My love for the t-shirt and underwear combo is really just about comfort and the journey to self love. I struggled for a long time with hating myself and with wearing things that were "supposed" to be sexy in a vain attempt to make myself believe that I was. It never worked. Despite having a long term partner who insisted he found me attractive, I never believed it. It turns out — for me personally — that making an effort to be sexy ended up making me feel worse in the long run. I ended up feeling like I couldn’t be sexy and be myself at the same time. I was dressing up — disguising myself as something else. I was only acting. (This is just my personal experience and not something I believe applies to everyone who dresses up for themselves or for their partner. If that’s what you’re into, you should go for it! Enjoy!)

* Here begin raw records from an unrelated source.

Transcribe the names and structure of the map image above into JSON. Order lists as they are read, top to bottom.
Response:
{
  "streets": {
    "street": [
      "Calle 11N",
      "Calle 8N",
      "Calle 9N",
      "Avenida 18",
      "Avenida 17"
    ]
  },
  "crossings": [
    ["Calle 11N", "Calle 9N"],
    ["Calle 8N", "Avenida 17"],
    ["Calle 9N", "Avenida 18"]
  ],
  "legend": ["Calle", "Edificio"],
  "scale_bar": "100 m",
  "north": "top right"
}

Whilst it feels a bit sad and un-feminist to admit it, it was my current partner who finally made me feel good enough in my own skin. This surprised me because I’ve always thought that long-term happiness and self love come from within yourself but, for me, it came from the Prince Charming I didn’t even know I was waiting for (who will no doubt cringe reading this article).
Having a partner who finds me irresistible and makes me genuinely believe that I am beautiful, regardless of what I’m wearing, is the best thing that’s ever happened to my self esteem. Knowing he’ll make me feel the same way whether I’m wearing my favorite Ramones t-shirt and a pair of novelty underpants or a beautiful babydoll has made me realize that I spent so much time being wrong: I don’t have to make an effort to be sexy, but if I want to once in a while, that’s cool too. It’s no big deal either way. I’m still the same person with the same body, however I choose to dress (or undress) it.
I love the softness of my favorite t-shirt on my skin — the way it clings slightly across my chest and skims over the belly I haven’t quite gotten around to loving (yet). The way turning up the sleeves a little makes me feel weirdly empowered (maybe so I can imagine I’m a little bit muscular? Or maybe it’s a subtle Rosie the Riveter influence) and the print design gives out a message about who I am and what I like. Above all, I love the way it’s effortless. It’s just me. Nothing makes me feel more beautiful than knowing I am good enough and that I don’t even need to try.
That’s the secret, ladies — you are good enough. You shouldn’t need a partner, a fancy basque or even a favorite t-shirt to tell you that. You should tell yourself that. Every day if you want to. In a world where entire industries are built on our insecurities, telling yourself you are good enough is a revolutionary statement but an increasingly necessary one.